Today I got some hard numbers.
To monitor how much the panels generate, there's a plug that goes into a wall socket and feeds data via ethernet cable to our internet router. From looking at the past couple days' data, it looks like we're generating about 35 kilowatt-hours (kwh's) a day.
Now, this is just one week in April, but from the previous owners' data in years past (still available online) it looks like our system produces a daily average of about 27 kwh's per day across the whole year.
Our usage is hard to guess at, since power is drawn from the solar panels before our system pulls from the grid. However, that number is a bit irrelevant because Hawaiian Electric Company (HECO) uses a "net metering" system.

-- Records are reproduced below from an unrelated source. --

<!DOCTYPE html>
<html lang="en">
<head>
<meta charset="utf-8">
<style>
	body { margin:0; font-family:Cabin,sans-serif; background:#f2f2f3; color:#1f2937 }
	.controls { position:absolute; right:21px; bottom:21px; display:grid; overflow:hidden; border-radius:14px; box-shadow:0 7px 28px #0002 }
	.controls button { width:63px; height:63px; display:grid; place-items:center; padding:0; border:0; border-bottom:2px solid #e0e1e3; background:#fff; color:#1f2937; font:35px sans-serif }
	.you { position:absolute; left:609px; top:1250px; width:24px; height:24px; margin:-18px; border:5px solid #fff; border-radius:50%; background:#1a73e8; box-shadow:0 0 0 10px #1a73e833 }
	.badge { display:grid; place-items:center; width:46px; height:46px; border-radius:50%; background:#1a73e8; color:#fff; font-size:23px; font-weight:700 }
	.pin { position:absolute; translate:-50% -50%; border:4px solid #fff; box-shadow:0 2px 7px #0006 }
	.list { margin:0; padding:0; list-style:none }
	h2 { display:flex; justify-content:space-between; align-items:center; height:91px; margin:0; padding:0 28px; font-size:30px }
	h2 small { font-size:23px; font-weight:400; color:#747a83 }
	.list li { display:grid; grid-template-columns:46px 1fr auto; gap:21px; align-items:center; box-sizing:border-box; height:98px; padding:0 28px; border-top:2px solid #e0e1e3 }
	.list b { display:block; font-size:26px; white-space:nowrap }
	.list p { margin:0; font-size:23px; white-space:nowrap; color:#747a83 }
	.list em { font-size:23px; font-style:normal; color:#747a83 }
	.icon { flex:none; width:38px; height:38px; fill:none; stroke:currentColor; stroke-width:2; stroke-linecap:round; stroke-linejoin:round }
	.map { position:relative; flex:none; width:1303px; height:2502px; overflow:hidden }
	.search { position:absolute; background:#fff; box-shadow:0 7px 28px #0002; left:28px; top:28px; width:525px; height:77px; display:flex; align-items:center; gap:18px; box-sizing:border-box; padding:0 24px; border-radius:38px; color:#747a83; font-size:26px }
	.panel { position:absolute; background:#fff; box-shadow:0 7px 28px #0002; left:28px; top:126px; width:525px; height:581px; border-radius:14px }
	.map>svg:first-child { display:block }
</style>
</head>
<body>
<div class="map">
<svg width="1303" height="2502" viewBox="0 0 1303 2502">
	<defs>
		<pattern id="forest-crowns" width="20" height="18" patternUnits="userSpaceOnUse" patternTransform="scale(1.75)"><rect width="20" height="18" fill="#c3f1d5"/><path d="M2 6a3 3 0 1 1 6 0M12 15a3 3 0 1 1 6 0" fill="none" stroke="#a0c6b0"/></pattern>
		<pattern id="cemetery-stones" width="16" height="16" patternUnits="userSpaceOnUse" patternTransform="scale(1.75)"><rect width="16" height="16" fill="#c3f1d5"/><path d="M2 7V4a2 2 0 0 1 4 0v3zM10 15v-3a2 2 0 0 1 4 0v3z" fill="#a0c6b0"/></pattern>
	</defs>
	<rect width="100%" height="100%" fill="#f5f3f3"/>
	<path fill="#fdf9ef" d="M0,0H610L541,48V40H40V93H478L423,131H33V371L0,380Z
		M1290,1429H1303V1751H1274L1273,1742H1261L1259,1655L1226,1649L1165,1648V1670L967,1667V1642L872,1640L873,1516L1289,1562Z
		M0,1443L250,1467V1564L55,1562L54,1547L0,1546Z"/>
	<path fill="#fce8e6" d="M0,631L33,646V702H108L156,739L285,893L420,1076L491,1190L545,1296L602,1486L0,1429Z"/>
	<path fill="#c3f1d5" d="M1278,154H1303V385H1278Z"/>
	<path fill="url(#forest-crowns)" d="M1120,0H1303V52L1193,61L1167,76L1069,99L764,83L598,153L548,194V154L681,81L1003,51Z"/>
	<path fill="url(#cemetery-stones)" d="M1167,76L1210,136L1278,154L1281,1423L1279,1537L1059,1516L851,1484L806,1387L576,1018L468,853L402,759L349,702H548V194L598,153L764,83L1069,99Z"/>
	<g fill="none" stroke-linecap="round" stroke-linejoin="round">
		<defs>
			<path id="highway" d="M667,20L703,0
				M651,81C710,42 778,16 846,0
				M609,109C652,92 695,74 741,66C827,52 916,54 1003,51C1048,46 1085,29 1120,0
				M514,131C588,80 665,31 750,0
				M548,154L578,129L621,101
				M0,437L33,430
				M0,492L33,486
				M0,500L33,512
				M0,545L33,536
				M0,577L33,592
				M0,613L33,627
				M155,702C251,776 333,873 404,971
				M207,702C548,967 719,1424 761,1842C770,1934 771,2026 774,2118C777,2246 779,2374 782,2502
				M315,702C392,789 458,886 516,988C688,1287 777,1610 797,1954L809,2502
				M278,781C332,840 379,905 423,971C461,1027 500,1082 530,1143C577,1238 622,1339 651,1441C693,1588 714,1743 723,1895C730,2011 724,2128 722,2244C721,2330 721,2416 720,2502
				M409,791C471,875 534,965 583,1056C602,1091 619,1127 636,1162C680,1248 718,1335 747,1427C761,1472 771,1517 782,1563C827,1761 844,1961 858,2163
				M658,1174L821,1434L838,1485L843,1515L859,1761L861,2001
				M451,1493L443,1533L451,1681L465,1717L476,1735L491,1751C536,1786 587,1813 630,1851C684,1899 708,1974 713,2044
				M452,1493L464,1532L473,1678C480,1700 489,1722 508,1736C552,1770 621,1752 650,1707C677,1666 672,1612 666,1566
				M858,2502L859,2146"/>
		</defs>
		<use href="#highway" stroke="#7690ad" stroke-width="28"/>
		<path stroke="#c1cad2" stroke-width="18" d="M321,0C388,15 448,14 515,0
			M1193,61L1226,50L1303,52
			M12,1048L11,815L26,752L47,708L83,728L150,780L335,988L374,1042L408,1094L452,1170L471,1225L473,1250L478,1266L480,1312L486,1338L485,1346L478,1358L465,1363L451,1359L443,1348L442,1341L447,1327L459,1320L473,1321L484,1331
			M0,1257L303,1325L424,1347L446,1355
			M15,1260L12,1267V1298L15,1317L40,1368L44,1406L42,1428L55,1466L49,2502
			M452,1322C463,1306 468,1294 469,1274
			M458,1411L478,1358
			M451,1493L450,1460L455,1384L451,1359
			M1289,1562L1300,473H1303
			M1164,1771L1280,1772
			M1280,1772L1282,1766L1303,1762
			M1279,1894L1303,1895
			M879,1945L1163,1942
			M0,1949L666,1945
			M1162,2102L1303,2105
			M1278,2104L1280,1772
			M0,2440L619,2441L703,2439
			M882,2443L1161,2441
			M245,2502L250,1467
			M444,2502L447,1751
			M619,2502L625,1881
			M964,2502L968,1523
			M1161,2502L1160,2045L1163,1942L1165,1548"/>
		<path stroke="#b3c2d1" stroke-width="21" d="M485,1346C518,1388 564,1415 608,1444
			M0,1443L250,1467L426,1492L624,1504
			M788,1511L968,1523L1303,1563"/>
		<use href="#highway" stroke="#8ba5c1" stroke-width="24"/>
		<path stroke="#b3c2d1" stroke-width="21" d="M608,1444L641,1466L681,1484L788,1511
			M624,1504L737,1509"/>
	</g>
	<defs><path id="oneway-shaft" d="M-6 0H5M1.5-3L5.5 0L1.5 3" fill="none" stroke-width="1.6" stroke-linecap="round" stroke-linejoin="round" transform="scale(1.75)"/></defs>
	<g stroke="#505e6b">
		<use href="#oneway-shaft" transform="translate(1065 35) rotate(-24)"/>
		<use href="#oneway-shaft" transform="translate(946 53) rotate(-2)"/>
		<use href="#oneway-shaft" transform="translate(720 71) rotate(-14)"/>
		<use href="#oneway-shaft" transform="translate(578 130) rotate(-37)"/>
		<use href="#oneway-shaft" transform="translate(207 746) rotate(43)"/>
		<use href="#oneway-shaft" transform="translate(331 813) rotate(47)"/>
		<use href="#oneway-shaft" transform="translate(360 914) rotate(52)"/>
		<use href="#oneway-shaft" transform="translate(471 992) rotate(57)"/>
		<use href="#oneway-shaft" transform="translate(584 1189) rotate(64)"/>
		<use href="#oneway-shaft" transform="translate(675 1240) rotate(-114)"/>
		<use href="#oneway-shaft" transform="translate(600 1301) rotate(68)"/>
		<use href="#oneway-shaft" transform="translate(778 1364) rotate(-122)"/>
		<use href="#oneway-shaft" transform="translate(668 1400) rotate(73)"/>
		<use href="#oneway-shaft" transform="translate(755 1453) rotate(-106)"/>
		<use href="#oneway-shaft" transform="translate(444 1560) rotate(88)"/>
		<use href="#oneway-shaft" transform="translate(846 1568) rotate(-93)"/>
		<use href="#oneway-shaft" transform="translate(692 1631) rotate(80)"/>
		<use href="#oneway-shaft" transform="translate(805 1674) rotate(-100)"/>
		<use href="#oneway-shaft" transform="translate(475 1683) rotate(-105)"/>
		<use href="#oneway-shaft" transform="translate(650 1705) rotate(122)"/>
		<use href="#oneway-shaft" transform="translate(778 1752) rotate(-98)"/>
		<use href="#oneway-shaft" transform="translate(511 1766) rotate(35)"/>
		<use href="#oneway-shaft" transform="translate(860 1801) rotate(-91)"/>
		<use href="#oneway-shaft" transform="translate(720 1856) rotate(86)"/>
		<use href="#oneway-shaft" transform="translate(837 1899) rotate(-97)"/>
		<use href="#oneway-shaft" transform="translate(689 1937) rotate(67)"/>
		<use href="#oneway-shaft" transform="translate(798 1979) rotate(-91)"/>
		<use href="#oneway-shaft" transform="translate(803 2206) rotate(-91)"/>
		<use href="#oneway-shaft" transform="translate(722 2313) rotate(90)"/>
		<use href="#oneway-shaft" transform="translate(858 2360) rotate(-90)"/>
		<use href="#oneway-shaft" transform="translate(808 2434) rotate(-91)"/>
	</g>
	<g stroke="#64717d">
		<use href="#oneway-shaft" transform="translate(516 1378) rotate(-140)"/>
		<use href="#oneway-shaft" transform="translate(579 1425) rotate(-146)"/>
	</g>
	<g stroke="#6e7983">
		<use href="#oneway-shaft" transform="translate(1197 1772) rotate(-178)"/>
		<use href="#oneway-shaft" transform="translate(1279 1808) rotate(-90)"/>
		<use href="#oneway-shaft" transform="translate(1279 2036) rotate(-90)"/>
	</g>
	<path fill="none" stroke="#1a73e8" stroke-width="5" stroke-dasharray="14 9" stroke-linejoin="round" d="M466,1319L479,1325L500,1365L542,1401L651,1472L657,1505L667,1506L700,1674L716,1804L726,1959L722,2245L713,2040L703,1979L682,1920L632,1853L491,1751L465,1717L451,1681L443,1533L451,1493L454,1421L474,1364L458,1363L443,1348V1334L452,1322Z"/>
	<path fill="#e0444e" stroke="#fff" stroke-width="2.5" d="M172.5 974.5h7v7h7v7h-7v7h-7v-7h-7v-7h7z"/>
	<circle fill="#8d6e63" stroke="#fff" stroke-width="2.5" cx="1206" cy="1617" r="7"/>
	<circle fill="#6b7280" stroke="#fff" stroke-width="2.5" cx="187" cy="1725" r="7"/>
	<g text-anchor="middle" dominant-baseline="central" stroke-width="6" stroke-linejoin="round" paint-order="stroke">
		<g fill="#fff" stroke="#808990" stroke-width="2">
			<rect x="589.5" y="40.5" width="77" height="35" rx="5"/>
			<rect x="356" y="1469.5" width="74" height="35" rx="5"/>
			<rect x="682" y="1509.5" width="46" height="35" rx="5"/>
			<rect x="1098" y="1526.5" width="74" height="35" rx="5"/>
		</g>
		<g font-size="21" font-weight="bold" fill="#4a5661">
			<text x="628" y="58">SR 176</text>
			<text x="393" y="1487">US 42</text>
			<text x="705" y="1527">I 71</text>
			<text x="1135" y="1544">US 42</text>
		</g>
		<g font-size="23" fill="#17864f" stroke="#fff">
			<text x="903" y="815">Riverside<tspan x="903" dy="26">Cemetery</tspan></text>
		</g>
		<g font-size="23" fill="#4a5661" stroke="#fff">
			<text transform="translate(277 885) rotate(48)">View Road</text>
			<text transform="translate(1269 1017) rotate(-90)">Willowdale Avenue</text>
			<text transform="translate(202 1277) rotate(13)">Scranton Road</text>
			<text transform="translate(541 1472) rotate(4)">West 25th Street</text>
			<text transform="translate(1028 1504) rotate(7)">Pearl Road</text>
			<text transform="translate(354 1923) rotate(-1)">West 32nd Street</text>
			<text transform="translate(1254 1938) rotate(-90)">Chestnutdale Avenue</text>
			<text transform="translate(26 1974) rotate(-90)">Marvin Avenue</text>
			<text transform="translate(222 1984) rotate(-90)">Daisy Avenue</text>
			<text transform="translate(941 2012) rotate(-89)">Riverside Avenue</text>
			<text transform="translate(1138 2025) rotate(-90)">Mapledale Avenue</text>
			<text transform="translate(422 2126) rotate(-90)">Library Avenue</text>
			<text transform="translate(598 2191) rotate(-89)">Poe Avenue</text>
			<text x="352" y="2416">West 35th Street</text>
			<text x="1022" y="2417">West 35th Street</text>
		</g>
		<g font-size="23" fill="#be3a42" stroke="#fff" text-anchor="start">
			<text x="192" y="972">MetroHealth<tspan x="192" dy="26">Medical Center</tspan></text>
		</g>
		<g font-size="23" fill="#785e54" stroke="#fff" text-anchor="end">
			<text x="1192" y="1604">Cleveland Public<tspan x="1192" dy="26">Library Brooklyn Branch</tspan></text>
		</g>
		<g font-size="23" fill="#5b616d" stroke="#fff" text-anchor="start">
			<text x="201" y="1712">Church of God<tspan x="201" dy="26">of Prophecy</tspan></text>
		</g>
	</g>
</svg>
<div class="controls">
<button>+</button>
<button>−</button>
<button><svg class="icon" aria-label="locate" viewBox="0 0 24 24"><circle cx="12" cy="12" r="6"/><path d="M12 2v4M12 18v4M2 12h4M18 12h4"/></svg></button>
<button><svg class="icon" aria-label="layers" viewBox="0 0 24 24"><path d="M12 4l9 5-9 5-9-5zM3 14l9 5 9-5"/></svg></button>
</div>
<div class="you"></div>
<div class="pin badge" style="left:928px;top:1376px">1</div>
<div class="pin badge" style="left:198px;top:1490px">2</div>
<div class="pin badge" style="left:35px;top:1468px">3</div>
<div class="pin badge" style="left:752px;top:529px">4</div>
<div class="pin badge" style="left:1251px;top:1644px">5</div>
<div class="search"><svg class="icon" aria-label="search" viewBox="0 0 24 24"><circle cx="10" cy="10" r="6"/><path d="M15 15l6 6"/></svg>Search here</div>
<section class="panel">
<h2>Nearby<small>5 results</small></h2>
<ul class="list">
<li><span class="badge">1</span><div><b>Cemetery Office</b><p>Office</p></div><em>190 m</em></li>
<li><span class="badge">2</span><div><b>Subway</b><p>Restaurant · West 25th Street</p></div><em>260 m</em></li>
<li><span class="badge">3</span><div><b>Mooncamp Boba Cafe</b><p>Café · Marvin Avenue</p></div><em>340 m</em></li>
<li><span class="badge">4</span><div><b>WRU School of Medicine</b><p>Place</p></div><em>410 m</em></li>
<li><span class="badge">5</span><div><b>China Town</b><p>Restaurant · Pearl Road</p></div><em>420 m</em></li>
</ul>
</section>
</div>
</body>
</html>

Basically, "net metering" accepts kwh's fed back into the grid as equivalent to kwh's drawn. So, during the day we put kwh's into the grid. At night we draw kwh's from it. There's no difference in value between a kwh generated and a kwh received.
In the end, the important number is the net draw from the grid, which is shown on the meter. When we moved in, the meter read 5453. Now it's 5235 -- a drop of about 217 kwh's. That's good -- in essence, we've fed 217 more kwh's into the grid than we've drawn from it.
As I understand it, HECO will credit me those kwh's, but not pay me. Not the sweetest deal, but fair enough.
I'm content to have a zero dollar electricity bill in the state with the highest electricity prices in the nation.